EXCERPTED RECORDS
════════

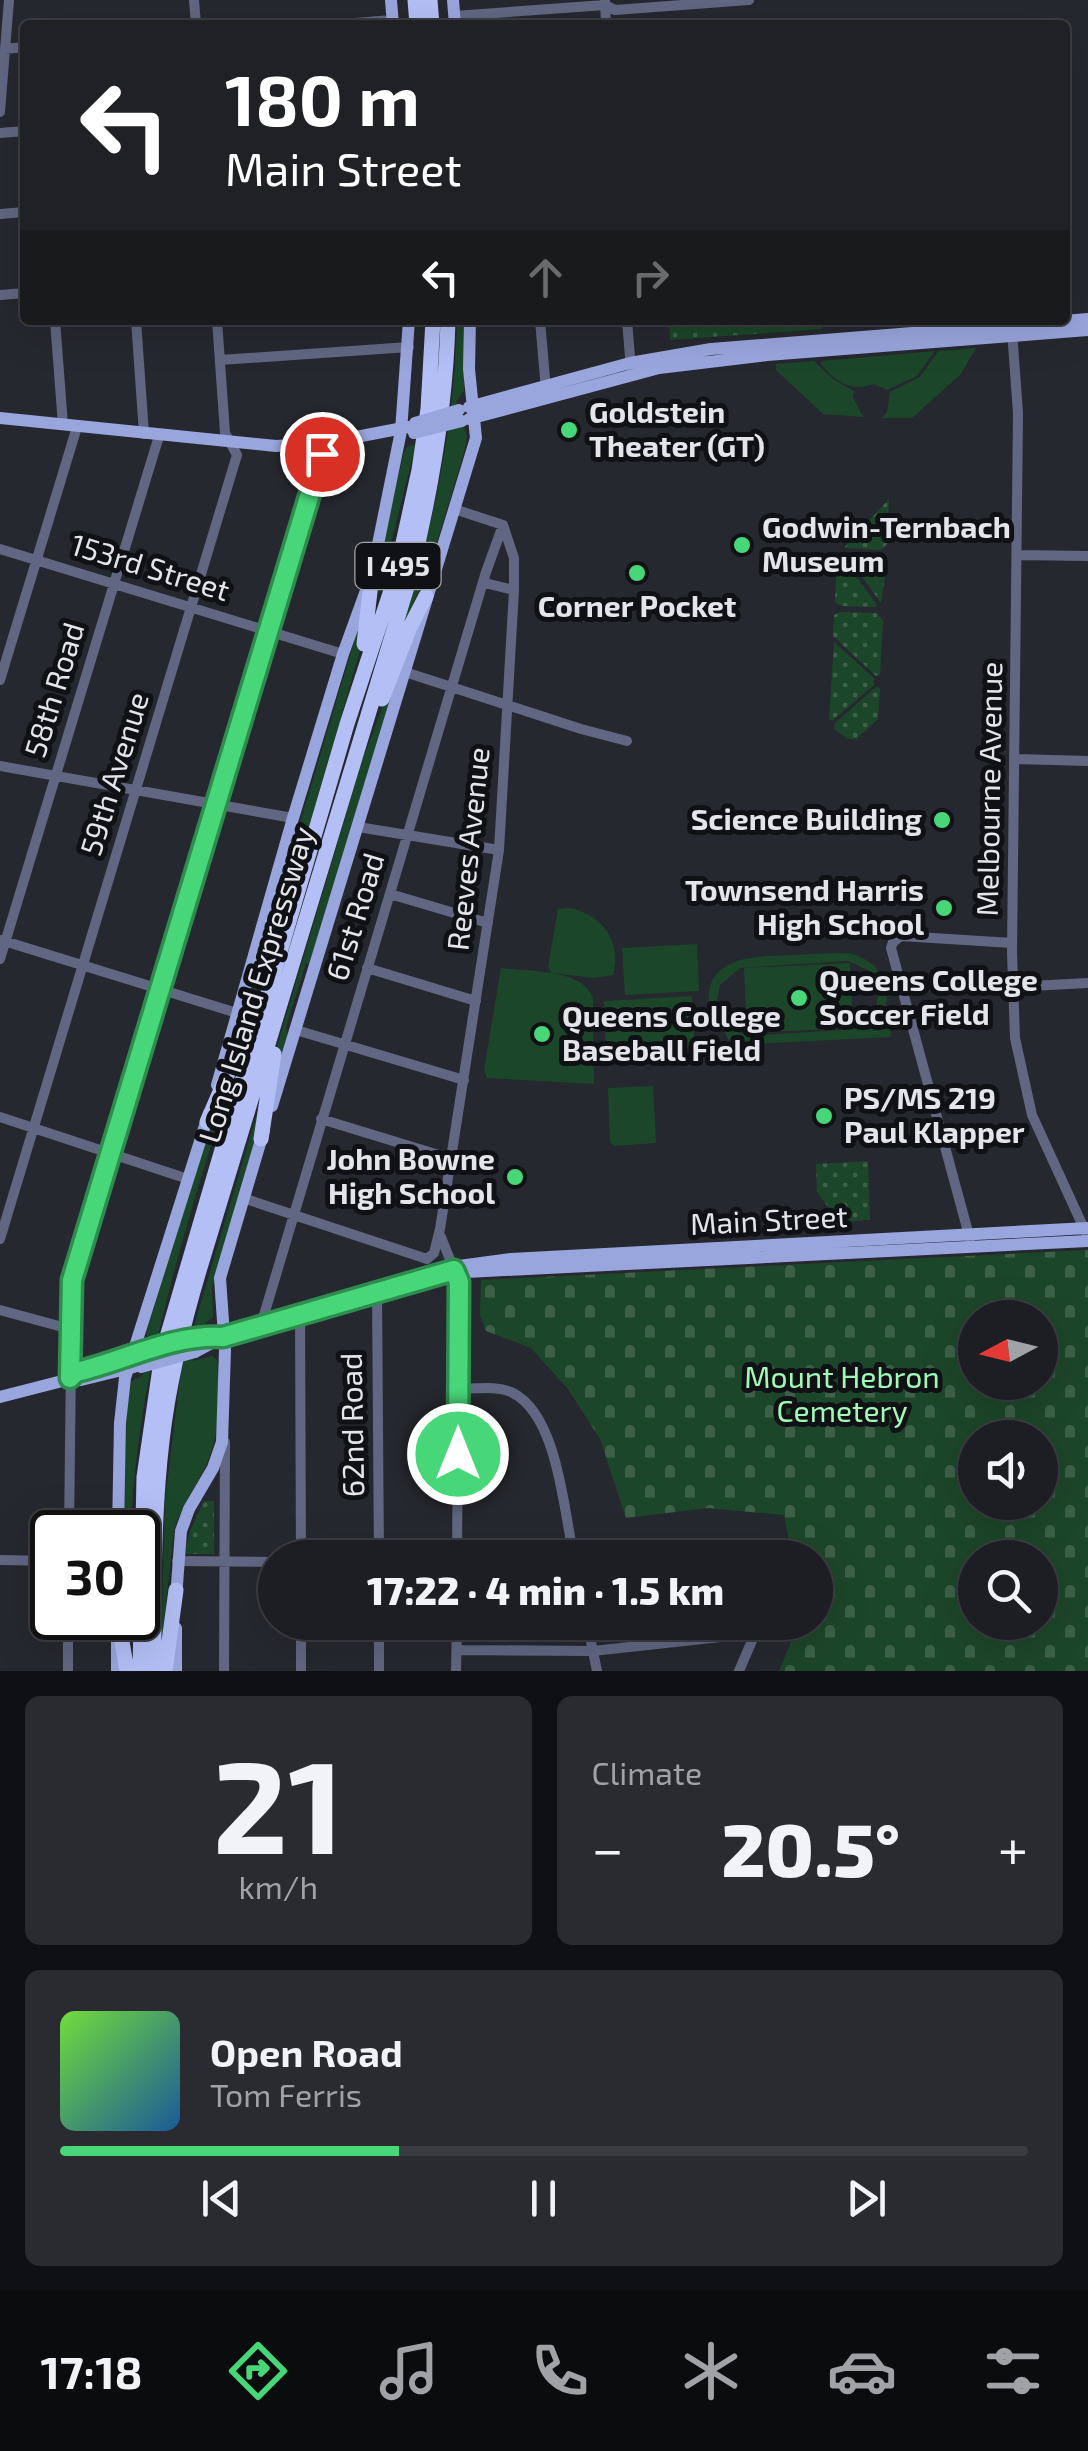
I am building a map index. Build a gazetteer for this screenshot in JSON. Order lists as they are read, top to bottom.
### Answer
{
  "streets": {
    "highway": ["I 495", "Long Island Expressway"],
    "main road": ["Main Street"],
    "street": [
      "153rd Street",
      "58th Road",
      "59th Avenue",
      "Melbourne Avenue",
      "Reeves Avenue",
      "61st Road",
      "62nd Road"
    ]
  },
  "crossings": [
    ["153rd Street", "58th Road"],
    ["153rd Street", "59th Avenue"],
    ["Melbourne Avenue", "Main Street"],
    ["Reeves Avenue", "61st Road"],
    ["Reeves Avenue", "Main Street"],
    ["61st Road", "Main Street"],
    ["Main Street", "62nd Road"]
  ],
  "parks": ["Mount Hebron Cemetery"],
  "places": [
    "Goldstein Theater (GT)",
    "Godwin-Ternbach Museum",
    "Corner Pocket",
    "Science Building",
    "Townsend Harris High School",
    "Queens College Soccer Field",
    "Queens College Baseball Field",
    "PS/MS 219 Paul Klapper",
    "John Bowne High School"
  ],
  "north": "left",
  "page": {
    "turn": ["180 m", "Main Street"],
    "limit": "30",
    "trip": "17:22 · 4 min · 1.5 km",
    "tile": [
      ["21", "km/h"],
      "Climate"
    ],
    "heat": ["−", "20.5°", "+"],
    "song": ["Open Road", "Tom Ferris"],
    "tabs": "17:18"
  }
}
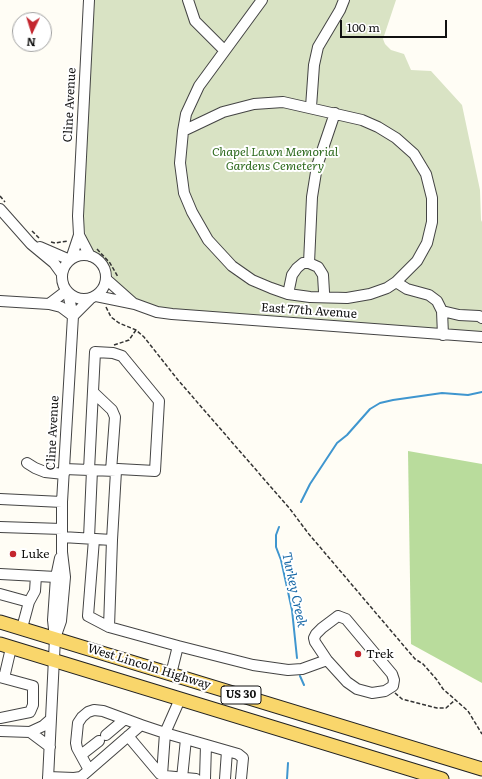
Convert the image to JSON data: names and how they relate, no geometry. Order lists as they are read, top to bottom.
{
  "streets": {
    "main road": ["West Lincoln Highway", "US 30"],
    "street": ["Cline Avenue", "East 77th Avenue"]
  },
  "crossings": [
    ["Cline Avenue", "East 77th Avenue"],
    ["Cline Avenue", "West Lincoln Highway"]
  ],
  "water": ["Turkey Creek"],
  "parks": ["Chapel Lawn Memorial Gardens Cemetery"],
  "places": ["Luke", "Trek"],
  "scale_bar": "100 m",
  "north": "bottom"
}
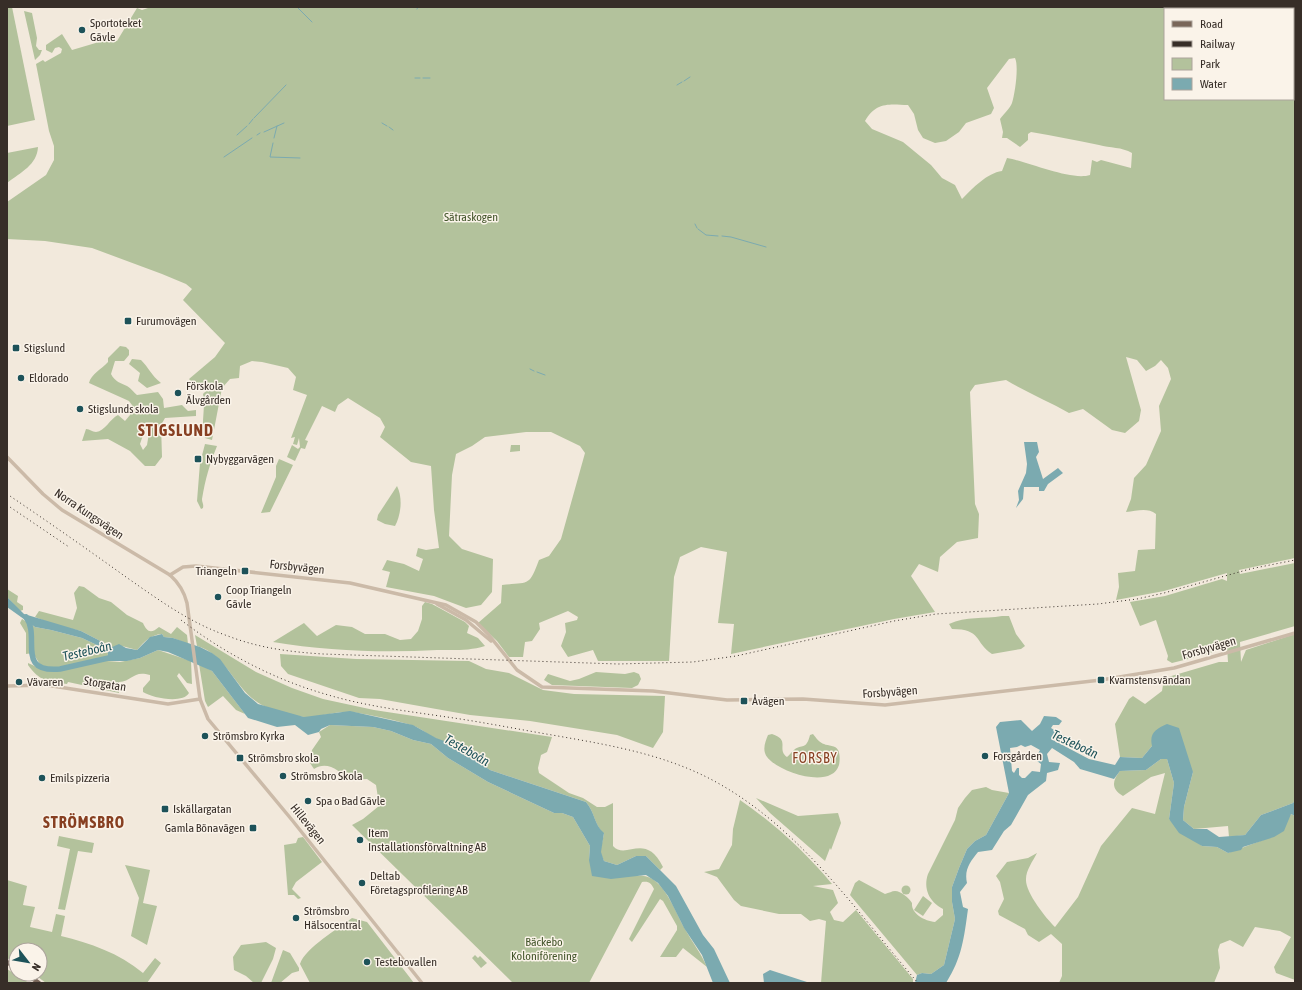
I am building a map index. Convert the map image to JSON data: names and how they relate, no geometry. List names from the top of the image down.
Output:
{
  "streets": {
    "street": [
      "Norra Kungsvägen",
      "Forsbyvägen",
      "Storgatan",
      "Hillevägen"
    ]
  },
  "crossings": [
    ["Norra Kungsvägen", "Forsbyvägen"],
    ["Norra Kungsvägen", "Hillevägen"],
    ["Forsbyvägen", "Hillevägen"],
    ["Storgatan", "Hillevägen"]
  ],
  "districts": ["STIGSLUND", "FORSBY", "STRÖMSBRO"],
  "water": ["Testeboån"],
  "parks": ["Sätraskogen", "Bäckebo Koloniförening"],
  "places": {
    "other": [
      "Sportoteket Gävle",
      "Eldorado",
      "Förskola Älvgården",
      "Stigslunds skola",
      "Coop Triangeln Gävle",
      "Vävaren",
      "Strömsbro Kyrka",
      "Forsgården",
      "Strömsbro Skola",
      "Emils pizzeria",
      "Spa o Bad Gävle",
      "Item Installationsförvaltning AB",
      "Deltab Företagsprofilering AB",
      "Strömsbro Hälsocentral",
      "Testebovallen"
    ],
    "transit": [
      "Furumovägen",
      "Stigslund",
      "Nybyggarvägen",
      "Triangeln",
      "Kvarnstensvändan",
      "Åvägen",
      "Strömsbro skola",
      "Iskällargatan",
      "Gamla Bönavägen"
    ]
  },
  "legend": [
    "Road",
    "Railway",
    "Park",
    "Water"
  ],
  "north": "bottom right"
}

════════

WHAT TO PRODUCE
Repeat each entry exactly. Pictures do not belong in the copy.

RESPONSE TO THIS EXERCISE
I am building a map index. Build a gazetteer for this screenshot in JSON. Order lists as they are read, top to bottom.
### Answer
{
  "streets": {
    "highway": ["I 495", "Long Island Expressway"],
    "main road": ["Main Street"],
    "street": [
      "153rd Street",
      "58th Road",
      "59th Avenue",
      "Melbourne Avenue",
      "Reeves Avenue",
      "61st Road",
      "62nd Road"
    ]
  },
  "crossings": [
    ["153rd Street", "58th Road"],
    ["153rd Street", "59th Avenue"],
    ["Melbourne Avenue", "Main Street"],
    ["Reeves Avenue", "61st Road"],
    ["Reeves Avenue", "Main Street"],
    ["61st Road", "Main Street"],
    ["Main Street", "62nd Road"]
  ],
  "parks": ["Mount Hebron Cemetery"],
  "places": [
    "Goldstein Theater (GT)",
    "Godwin-Ternbach Museum",
    "Corner Pocket",
    "Science Building",
    "Townsend Harris High School",
    "Queens College Soccer Field",
    "Queens College Baseball Field",
    "PS/MS 219 Paul Klapper",
    "John Bowne High School"
  ],
  "north": "left",
  "page": {
    "turn": ["180 m", "Main Street"],
    "limit": "30",
    "trip": "17:22 · 4 min · 1.5 km",
    "tile": [
      ["21", "km/h"],
      "Climate"
    ],
    "heat": ["−", "20.5°", "+"],
    "song": ["Open Road", "Tom Ferris"],
    "tabs": "17:18"
  }
}
Convert the image to JSON data: names and how they relate, no geometry. Order lists as they are read, top to bottom.
{
  "streets": {
    "main road": ["West Lincoln Highway", "US 30"],
    "street": ["Cline Avenue", "East 77th Avenue"]
  },
  "crossings": [
    ["Cline Avenue", "East 77th Avenue"],
    ["Cline Avenue", "West Lincoln Highway"]
  ],
  "water": ["Turkey Creek"],
  "parks": ["Chapel Lawn Memorial Gardens Cemetery"],
  "places": ["Luke", "Trek"],
  "scale_bar": "100 m",
  "north": "bottom"
}
I am building a map index. Convert the map image to JSON data: names and how they relate, no geometry. List names from the top of the image down.
Output:
{
  "streets": {
    "street": [
      "Norra Kungsvägen",
      "Forsbyvägen",
      "Storgatan",
      "Hillevägen"
    ]
  },
  "crossings": [
    ["Norra Kungsvägen", "Forsbyvägen"],
    ["Norra Kungsvägen", "Hillevägen"],
    ["Forsbyvägen", "Hillevägen"],
    ["Storgatan", "Hillevägen"]
  ],
  "districts": ["STIGSLUND", "FORSBY", "STRÖMSBRO"],
  "water": ["Testeboån"],
  "parks": ["Sätraskogen", "Bäckebo Koloniförening"],
  "places": {
    "other": [
      "Sportoteket Gävle",
      "Eldorado",
      "Förskola Älvgården",
      "Stigslunds skola",
      "Coop Triangeln Gävle",
      "Vävaren",
      "Strömsbro Kyrka",
      "Forsgården",
      "Strömsbro Skola",
      "Emils pizzeria",
      "Spa o Bad Gävle",
      "Item Installationsförvaltning AB",
      "Deltab Företagsprofilering AB",
      "Strömsbro Hälsocentral",
      "Testebovallen"
    ],
    "transit": [
      "Furumovägen",
      "Stigslund",
      "Nybyggarvägen",
      "Triangeln",
      "Kvarnstensvändan",
      "Åvägen",
      "Strömsbro skola",
      "Iskällargatan",
      "Gamla Bönavägen"
    ]
  },
  "legend": [
    "Road",
    "Railway",
    "Park",
    "Water"
  ],
  "north": "bottom right"
}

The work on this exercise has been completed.